E se il centrodestra rifiutasse entrambe le ipotesi?
A quel punto, piuttosto che proseguire in una situazione di stallo, è giusto ripresentarsi davanti al corpo elettorale, perché il rischio più grande che vedo è proprio quello di restare nella palude.
A una sola condizione, però, che non si ripeta il tragico errore del ’94, quando le nostre divisioni consentirono a Berlusconi di vincere.
A questo proposito, le difficoltà della maggioranza hanno evidenziato ancora di più la mancanza di un’alternativa credibile. Lei ripartirebbe dal suo progetto originario, senza alcun correttivo?
Al Lingotto ho detto che se si va alle elezioni anticipate non possiamo permetterci di perdere.

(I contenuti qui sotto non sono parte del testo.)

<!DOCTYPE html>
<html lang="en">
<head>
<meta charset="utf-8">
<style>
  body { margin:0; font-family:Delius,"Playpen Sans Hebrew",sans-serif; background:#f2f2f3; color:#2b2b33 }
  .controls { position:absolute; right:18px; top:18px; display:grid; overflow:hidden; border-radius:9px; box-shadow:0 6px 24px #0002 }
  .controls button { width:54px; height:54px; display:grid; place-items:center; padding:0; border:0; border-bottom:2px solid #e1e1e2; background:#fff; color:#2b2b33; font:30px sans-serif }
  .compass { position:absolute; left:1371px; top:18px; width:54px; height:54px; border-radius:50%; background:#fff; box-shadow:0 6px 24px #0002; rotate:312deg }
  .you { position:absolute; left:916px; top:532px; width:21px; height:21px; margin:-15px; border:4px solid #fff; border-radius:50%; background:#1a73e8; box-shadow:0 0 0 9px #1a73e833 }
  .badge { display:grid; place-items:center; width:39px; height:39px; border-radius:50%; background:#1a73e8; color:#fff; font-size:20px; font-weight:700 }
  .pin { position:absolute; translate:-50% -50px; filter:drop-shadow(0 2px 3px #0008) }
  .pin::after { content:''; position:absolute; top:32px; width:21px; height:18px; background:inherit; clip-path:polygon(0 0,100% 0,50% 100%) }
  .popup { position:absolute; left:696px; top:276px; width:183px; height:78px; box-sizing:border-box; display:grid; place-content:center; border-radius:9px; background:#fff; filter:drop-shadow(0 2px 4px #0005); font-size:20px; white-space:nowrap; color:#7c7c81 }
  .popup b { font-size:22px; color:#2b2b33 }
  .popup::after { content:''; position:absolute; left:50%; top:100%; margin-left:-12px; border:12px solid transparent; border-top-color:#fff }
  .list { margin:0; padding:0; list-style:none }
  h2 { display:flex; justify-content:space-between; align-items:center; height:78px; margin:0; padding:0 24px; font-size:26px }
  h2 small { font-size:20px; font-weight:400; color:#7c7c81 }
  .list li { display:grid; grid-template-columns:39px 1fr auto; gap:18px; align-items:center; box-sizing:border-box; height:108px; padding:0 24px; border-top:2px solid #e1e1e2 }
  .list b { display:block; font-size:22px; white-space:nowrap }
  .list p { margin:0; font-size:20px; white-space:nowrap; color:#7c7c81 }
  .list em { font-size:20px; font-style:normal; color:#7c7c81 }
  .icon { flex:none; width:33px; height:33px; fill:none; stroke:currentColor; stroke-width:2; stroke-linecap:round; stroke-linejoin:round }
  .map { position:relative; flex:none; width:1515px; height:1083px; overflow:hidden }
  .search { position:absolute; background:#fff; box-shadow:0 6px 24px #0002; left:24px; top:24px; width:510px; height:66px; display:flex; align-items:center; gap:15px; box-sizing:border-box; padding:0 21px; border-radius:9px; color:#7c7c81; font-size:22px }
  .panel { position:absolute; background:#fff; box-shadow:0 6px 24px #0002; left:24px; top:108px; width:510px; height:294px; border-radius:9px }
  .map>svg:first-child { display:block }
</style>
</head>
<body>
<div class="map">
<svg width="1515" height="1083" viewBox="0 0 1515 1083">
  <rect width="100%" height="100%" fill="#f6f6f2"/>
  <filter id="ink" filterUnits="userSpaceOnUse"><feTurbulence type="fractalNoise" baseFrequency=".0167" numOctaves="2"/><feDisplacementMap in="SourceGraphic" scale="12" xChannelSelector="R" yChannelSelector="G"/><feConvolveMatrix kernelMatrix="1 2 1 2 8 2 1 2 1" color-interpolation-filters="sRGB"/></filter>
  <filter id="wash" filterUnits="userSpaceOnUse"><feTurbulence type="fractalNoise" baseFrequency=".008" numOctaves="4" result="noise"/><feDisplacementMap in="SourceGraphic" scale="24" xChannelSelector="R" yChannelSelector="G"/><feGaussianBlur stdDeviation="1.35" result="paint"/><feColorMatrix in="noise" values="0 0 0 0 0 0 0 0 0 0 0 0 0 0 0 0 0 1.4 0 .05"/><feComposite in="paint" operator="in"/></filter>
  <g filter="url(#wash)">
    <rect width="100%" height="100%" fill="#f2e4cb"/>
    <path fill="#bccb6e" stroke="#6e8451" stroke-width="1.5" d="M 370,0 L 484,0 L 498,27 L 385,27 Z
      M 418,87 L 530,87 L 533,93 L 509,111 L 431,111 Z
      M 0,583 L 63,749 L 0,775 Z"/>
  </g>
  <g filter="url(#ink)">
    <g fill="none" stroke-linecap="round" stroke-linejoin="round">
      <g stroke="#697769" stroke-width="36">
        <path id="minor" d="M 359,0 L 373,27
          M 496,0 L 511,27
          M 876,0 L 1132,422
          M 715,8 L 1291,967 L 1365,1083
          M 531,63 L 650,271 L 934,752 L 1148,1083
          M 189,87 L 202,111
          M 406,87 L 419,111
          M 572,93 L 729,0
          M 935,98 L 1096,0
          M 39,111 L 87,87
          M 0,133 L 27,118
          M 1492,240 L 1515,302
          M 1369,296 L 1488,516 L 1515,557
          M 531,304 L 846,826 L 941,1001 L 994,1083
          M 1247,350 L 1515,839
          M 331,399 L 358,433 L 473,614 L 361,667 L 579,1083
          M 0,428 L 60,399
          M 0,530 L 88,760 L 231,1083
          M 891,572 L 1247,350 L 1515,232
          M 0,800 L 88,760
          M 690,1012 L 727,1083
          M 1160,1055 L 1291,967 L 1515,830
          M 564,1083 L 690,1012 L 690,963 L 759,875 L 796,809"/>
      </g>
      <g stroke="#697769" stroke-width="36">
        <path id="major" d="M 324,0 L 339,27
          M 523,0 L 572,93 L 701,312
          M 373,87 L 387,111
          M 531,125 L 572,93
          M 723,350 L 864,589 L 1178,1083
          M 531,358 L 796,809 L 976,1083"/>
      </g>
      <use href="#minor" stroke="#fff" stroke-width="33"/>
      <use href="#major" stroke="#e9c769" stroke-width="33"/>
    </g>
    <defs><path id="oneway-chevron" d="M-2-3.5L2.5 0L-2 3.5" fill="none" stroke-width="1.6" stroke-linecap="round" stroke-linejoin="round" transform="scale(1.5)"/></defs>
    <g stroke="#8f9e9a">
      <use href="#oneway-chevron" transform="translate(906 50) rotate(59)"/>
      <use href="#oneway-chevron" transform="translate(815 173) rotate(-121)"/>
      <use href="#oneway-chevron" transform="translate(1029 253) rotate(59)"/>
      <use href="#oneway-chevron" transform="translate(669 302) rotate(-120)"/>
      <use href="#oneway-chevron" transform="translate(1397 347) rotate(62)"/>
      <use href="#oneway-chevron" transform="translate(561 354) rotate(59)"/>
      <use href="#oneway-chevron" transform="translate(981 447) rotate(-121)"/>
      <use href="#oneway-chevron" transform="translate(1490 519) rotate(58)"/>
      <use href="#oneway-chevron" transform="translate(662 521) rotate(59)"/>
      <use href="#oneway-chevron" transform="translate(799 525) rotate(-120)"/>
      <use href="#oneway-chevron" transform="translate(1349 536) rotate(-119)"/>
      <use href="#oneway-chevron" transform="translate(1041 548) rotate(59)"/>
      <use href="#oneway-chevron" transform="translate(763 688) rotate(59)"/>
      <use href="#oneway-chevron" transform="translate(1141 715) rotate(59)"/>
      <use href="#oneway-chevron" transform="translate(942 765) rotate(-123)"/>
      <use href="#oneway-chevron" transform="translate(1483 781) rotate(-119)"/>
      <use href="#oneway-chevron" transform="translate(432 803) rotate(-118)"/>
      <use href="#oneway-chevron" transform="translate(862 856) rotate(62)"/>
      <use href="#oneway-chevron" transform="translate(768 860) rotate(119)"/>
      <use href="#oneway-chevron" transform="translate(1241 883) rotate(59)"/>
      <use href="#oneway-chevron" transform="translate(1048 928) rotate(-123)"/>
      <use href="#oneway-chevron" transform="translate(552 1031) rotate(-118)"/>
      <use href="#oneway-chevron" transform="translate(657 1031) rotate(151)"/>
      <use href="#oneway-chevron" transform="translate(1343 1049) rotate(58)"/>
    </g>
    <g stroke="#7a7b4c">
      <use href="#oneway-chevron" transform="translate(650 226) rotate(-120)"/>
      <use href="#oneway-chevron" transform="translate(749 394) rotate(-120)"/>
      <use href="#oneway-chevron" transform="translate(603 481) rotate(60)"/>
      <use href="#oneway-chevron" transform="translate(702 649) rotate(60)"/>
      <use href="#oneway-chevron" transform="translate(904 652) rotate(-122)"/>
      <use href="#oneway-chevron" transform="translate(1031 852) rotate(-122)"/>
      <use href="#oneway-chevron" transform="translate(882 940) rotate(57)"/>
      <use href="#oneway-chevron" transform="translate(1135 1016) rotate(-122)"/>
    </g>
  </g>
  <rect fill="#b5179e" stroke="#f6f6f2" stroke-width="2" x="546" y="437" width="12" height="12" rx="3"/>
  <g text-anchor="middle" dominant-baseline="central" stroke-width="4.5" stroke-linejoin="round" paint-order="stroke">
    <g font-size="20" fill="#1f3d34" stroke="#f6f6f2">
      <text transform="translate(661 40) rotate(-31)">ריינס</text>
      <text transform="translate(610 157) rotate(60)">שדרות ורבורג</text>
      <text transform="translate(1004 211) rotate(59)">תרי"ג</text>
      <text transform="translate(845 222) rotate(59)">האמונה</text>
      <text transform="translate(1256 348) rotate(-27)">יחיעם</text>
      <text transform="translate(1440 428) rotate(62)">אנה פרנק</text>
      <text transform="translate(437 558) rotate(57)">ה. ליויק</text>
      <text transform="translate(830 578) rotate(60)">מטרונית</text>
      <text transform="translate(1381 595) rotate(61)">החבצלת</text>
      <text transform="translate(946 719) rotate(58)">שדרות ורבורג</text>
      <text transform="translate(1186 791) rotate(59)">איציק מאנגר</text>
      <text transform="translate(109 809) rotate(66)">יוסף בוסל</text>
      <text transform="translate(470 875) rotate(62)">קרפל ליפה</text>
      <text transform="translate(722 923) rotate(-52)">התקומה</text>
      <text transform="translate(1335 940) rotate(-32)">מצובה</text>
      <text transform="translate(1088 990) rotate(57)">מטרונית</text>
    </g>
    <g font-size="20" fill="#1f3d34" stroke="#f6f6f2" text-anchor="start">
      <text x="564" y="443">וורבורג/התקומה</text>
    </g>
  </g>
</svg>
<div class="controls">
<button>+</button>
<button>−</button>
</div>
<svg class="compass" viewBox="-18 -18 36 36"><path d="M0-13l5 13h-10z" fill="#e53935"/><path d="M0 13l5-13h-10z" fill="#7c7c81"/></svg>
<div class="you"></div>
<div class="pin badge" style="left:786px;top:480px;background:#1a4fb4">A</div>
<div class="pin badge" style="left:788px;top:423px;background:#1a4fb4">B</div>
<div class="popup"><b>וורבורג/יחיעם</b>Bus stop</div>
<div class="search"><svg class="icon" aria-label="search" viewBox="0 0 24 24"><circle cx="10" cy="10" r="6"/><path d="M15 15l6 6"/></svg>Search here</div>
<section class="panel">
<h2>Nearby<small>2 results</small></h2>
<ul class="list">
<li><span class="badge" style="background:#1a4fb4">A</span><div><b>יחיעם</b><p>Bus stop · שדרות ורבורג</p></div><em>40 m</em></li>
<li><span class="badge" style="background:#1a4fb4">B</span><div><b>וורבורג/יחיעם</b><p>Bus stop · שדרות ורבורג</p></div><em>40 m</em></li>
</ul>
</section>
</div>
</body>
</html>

Da questa consapevolezza nasce l’esigenza di costruire rapidamente una vera e credibile alternativa al berlusconismo. Un’alternativa di contenuti attorno alla quale confrontarsi con le altre forze di opposizione. Non parlo di una coalizione “contro”, ma di un progetto capace di parlare ai tantissimi che in passato hanno riposto la loro fiducia nelle promesse berlusconiane e che sono stati amaramente delusi.
Il Pd dovrà poi sciogliere il nodo delle primarie. Alla luce dei fatti di Napoli sono necessarie delle modifiche a questo strumento?
Resto convinto che le primarie non siano un problema, ma un punto di forza costitutivo del partito, tanto più in un momento in cui i sondaggi ci dicono che circa il 40% degli italiani è incerto e rischia di allargare le fila dell’esercito degli astenuti. Le primarie, possono essere certamente migliorate, ma rimangono un grande momento di partecipazione, non solo uno strumento, ma un momento collettivo che investe i nostri elettori e quanti sono attenti alla nostra proposta nella scelta del candidato.
Per questo ho proposto di rendere obbligatorie, per legge, le primarie in ogni partito, nell’ambito di una necessaria riforma della legge elettorale. Sarebbe un modo per costringere tutti a misurarsi con il volere dei cittadini, smettendola con le candidature scelte a tavolino, a Palazzo Grazioli o ad Arcore.
Se il leader del centrosinistra che affronterà le prossime elezioni venisse scelto attraverso le primarie lei è pronto a candidarsi?
Il nostro primo obiettivo, come ho detto, è quello di costruire le condizioni per girare pagina e liberare il Paese dalla morsa berlusconismo-antiberlusconismo che lo ha paralizzato, impedendone la modernizzazione. Questa è l’unica cosa che mi interessa.